Task requirements ▸
State only the number of lines below where the word "names" is found.

Source data ▸
++++++++++++++++++++

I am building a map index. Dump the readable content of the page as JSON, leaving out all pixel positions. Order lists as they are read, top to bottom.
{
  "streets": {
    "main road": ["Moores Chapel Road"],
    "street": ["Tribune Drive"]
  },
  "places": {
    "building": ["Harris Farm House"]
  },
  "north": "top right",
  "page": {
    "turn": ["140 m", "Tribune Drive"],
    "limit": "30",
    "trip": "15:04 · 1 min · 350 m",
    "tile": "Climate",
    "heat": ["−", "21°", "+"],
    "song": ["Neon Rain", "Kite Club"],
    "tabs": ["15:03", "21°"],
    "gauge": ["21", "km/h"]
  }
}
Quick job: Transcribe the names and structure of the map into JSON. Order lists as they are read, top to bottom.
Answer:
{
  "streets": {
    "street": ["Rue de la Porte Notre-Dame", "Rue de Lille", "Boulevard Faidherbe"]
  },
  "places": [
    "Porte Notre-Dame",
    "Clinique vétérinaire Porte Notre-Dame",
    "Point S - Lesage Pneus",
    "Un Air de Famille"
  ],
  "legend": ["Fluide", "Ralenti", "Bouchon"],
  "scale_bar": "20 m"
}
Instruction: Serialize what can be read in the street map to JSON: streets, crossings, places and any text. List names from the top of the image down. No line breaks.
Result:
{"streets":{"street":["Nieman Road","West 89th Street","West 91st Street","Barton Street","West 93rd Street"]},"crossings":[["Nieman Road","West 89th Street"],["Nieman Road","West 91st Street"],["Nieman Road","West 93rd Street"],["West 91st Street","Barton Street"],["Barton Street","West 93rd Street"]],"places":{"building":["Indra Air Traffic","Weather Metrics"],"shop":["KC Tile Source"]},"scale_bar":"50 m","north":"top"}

++++++++++++++++++++

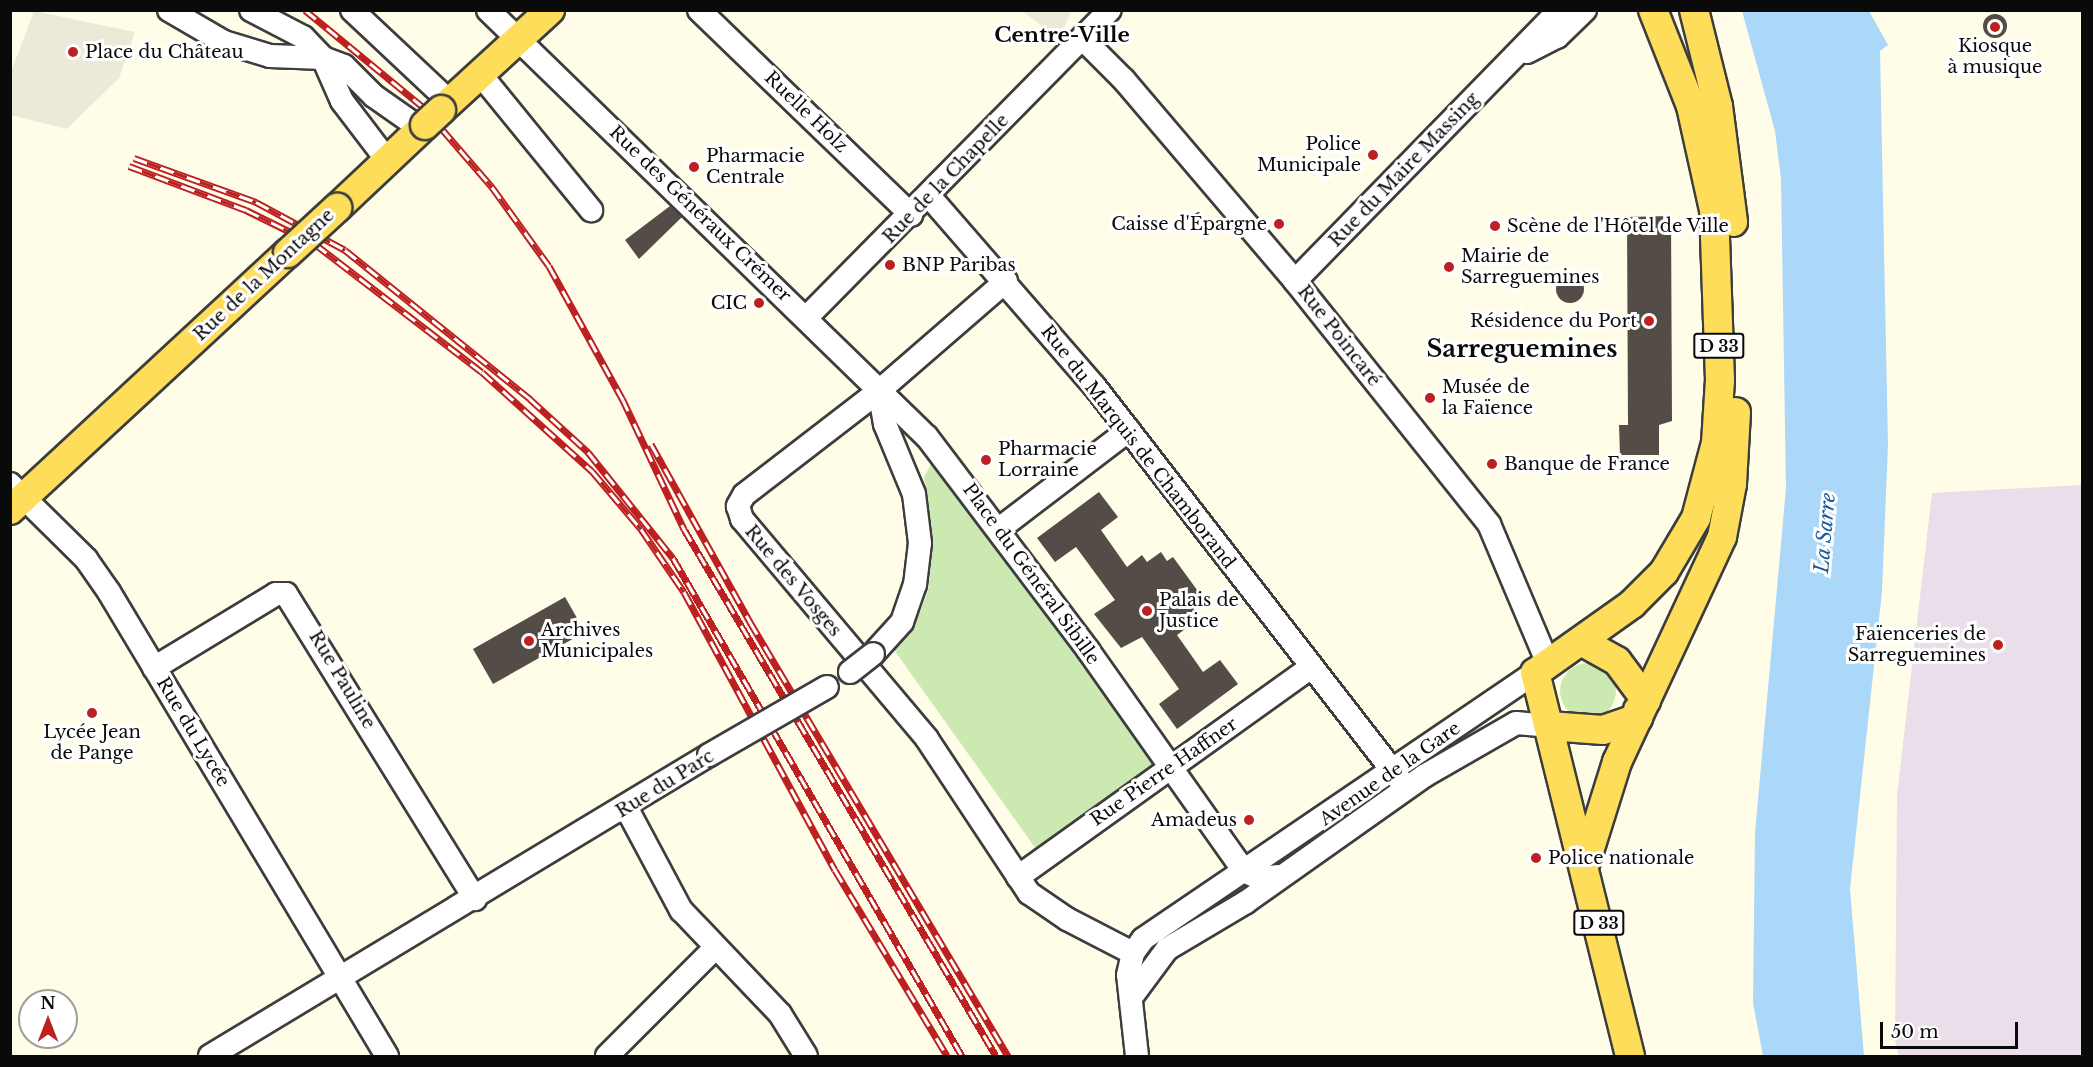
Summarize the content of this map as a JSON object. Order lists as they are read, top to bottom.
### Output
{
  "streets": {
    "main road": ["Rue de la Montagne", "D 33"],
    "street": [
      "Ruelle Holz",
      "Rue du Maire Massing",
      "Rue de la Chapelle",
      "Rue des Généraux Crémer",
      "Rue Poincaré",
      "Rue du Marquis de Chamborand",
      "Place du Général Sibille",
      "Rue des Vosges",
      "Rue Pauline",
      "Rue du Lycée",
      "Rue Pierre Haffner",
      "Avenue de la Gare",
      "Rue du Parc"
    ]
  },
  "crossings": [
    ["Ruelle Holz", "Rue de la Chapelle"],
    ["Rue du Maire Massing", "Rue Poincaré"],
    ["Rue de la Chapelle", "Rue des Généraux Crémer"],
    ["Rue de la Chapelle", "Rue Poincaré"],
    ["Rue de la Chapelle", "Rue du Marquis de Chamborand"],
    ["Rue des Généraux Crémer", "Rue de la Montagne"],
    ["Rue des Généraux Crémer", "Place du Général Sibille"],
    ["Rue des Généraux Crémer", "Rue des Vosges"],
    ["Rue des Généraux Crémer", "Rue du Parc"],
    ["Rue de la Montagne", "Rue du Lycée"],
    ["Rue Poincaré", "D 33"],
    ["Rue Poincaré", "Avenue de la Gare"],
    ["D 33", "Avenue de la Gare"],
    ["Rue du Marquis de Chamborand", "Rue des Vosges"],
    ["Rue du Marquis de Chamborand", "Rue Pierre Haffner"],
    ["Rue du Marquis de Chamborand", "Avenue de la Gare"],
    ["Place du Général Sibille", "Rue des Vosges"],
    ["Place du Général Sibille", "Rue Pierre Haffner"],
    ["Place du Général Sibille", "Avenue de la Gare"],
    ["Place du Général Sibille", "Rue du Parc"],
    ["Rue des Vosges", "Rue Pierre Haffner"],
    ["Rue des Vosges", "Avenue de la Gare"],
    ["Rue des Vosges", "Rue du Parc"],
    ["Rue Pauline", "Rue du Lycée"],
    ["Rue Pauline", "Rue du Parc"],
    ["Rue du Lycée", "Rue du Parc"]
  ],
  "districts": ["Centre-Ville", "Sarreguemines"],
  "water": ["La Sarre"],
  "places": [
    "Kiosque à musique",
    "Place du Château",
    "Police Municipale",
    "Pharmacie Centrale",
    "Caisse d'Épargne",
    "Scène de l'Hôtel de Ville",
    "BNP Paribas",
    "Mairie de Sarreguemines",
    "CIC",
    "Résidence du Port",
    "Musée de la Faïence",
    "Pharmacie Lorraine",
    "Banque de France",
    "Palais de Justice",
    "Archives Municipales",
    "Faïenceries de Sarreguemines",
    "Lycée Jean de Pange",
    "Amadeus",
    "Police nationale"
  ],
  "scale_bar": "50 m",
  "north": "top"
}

++++++++++++++++++++

Task response ▸
2